STA 111 Lab 3

Complete all Questions, and submit final documents in PDF or html form on Canvas.

Goal

In the last lab, we focused on visualizations as well as summary statistics for one numeric variable. Today, we are going to use visualizations and numeric measures to describe the relationship between two numeric variables. The primary visualization we will use is a scatter plot, and the primary numeric measure we will use is called correlation. We will also see how to use R to create a least squares linear regression line. This is another tool we use to describe the relationship between two numeric variables.

The Data

The use of data to improve team performance, training, and recruiting is becoming increasingly popular and important for college and professional sports. There is an entire field called sports analytics that is devoted to using statistics and data in professional sports. Today we are going to work with data from 30 different Major League Baseball teams. We’re interested specifically in figuring out what variables might be related to the number of runs a player gets during a Major League Baseball season. This is important because runs are directly related to the number of points a team earns. This means that identifying variables that might be related to the number of runs could help a team improve their chances of winning a game.

As always, our first step is to load the data. We know how to do this now-we create a chunk, paste in the code, and then press play!

load(url("http://www.openintro.org/stat/data/mlb11.RData"))

You will notice that this command is different from the code we used last time to load the data. There are actually quite a few ways to load data into R, and we will use several as we go through this course.

Question 1

What is the name of the data set you have just loaded?

Our response variable for our analysis for today is runs, the number of runs a team scored during a season of Major League Baseball. Each row in the data set represents a different team during this season.

One formatting note. Right now, if you knit your Markdown, the command to load the data will show up in your PDF. We need that command to run, yes, but we don’t actually need to see it. If you want to hide the R code in a chunk from your PDF, but you still need the code to run, there is a way to do it. Look at the top of your R chunk. You should see {r}. If you want to stop the R code for that chunk from appearing in your PDF, change this to {r,echo=FALSE}.

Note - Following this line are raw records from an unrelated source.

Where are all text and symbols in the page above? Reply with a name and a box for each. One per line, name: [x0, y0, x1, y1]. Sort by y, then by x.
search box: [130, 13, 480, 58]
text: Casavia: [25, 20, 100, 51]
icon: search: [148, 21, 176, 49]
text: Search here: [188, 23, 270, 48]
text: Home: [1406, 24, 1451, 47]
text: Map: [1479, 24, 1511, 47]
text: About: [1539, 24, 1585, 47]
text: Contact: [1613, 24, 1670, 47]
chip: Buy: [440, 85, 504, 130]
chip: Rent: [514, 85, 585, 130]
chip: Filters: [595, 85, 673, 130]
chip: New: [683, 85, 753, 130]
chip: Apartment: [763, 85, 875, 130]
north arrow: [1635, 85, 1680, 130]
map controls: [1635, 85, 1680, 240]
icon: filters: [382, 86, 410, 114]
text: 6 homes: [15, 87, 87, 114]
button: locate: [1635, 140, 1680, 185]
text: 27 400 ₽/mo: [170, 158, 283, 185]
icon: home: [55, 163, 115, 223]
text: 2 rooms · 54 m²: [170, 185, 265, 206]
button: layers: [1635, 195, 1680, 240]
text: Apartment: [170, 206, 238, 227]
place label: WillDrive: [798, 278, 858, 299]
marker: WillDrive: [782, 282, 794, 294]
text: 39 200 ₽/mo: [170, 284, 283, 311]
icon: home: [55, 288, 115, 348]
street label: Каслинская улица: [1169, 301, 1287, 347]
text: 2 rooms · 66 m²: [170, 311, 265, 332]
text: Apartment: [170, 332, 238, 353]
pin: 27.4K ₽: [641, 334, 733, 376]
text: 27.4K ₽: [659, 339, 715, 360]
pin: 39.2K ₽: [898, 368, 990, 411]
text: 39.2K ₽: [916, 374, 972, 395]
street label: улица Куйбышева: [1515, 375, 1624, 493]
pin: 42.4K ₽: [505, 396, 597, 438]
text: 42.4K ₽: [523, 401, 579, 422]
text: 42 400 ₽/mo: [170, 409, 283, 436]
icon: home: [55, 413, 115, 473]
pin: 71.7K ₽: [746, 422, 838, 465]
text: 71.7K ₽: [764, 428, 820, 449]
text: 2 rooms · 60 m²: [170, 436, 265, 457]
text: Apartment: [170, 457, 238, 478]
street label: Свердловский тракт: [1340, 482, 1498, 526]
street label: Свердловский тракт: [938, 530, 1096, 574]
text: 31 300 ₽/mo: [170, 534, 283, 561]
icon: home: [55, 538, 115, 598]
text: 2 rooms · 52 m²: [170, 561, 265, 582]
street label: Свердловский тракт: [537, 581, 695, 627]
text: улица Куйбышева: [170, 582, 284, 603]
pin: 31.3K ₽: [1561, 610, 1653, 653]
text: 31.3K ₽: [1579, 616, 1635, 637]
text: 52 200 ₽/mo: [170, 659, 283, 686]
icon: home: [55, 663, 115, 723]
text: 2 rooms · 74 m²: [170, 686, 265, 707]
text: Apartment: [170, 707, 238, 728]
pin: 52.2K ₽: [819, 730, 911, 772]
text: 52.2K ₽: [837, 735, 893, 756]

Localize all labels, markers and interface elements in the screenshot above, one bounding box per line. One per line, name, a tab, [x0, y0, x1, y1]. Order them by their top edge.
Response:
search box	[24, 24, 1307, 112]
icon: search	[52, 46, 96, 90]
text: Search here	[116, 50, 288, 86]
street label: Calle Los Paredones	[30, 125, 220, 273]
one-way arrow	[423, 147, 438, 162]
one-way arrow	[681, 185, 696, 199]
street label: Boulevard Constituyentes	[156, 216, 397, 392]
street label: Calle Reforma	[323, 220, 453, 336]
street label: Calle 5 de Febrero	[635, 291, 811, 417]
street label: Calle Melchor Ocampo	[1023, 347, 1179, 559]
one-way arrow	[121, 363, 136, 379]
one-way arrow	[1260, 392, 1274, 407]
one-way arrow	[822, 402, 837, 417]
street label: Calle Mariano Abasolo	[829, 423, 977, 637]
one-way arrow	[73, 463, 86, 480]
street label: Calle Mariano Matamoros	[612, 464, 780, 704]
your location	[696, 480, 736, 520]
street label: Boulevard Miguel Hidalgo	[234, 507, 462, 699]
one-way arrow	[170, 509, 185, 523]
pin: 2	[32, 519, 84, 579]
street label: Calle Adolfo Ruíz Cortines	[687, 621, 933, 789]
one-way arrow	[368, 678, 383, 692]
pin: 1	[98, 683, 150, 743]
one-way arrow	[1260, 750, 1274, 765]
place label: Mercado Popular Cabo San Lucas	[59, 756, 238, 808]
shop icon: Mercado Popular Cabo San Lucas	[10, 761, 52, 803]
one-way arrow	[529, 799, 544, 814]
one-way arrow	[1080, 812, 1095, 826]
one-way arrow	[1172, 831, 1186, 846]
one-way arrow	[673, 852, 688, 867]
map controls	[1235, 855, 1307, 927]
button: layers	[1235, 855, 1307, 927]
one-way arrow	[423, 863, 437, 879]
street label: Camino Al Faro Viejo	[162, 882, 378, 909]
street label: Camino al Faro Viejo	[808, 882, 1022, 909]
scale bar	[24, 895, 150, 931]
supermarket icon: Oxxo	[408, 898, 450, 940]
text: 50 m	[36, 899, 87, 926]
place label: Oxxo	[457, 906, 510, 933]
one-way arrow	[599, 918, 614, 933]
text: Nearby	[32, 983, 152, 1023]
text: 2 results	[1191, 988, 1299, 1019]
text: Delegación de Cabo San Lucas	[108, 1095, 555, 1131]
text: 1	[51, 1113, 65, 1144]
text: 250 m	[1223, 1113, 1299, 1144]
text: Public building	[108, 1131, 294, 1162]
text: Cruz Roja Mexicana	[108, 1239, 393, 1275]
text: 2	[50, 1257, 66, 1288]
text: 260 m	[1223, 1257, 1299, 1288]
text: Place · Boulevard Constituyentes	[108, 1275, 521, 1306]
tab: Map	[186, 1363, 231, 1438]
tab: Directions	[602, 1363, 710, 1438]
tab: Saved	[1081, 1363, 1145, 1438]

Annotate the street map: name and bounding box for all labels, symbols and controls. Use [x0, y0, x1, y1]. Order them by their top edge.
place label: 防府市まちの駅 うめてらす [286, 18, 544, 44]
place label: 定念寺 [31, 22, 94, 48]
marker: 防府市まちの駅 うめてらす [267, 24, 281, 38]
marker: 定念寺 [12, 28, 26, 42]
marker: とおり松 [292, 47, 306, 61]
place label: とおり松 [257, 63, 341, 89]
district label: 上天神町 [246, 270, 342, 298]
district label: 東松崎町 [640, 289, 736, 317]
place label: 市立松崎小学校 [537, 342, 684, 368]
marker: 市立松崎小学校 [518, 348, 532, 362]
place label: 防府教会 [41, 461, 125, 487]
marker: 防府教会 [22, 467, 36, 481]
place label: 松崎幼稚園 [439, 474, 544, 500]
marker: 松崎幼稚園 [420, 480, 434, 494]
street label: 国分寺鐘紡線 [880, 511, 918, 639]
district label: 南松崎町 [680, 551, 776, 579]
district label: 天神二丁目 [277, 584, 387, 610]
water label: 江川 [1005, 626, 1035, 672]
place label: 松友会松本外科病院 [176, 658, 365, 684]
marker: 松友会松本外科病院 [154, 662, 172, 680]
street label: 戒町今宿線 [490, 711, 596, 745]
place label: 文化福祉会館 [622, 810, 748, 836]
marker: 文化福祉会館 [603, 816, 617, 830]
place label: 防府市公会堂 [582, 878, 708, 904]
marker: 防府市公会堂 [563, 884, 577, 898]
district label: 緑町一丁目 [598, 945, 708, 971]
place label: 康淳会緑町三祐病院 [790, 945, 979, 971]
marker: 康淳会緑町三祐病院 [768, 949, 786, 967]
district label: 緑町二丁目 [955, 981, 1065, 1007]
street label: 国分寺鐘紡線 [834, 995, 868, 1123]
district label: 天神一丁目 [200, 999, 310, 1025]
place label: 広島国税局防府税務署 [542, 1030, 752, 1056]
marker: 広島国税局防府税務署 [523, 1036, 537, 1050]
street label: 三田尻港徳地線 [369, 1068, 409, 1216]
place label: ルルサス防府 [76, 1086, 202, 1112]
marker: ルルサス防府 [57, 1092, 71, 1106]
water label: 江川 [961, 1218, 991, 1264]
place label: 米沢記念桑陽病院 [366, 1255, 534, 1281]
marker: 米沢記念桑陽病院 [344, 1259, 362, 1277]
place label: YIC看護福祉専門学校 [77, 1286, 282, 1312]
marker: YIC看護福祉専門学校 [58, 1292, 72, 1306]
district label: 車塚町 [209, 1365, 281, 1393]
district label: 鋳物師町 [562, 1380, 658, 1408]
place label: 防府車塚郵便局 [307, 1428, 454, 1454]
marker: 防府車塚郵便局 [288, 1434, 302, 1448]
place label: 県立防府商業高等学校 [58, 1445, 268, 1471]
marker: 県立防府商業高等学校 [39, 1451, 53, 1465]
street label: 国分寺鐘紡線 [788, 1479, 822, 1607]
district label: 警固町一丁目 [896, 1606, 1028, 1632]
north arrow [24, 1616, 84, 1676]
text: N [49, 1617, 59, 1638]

Graphing the Relationship between two numeric variables

Suppose the manager of a Major League Baseball team asks you if the number of times the team is up to bat has a strong relationship with the number of runs scored during the season. The client is specifically interested in having you use a least squares linear regression model to describe the relationship between X = at bats and Y = runs. Remember that response variables are usually denoted by a capital letter Y, and explanatory variables are usually denoted by a capital letter X.

To complete this task, we need to

Determine if using least squares linear regression is appropriate and
If so, build and interpret a least squares linear regression line.

We need to start with (1), because it will not make sense to use linear regression if the relationship between X = at bats and Y = runs is not the right shape.

Question 2

What shape does the relationship between X = at bats and Y = runs need to be in order for us to reasonably use least squares linear regression?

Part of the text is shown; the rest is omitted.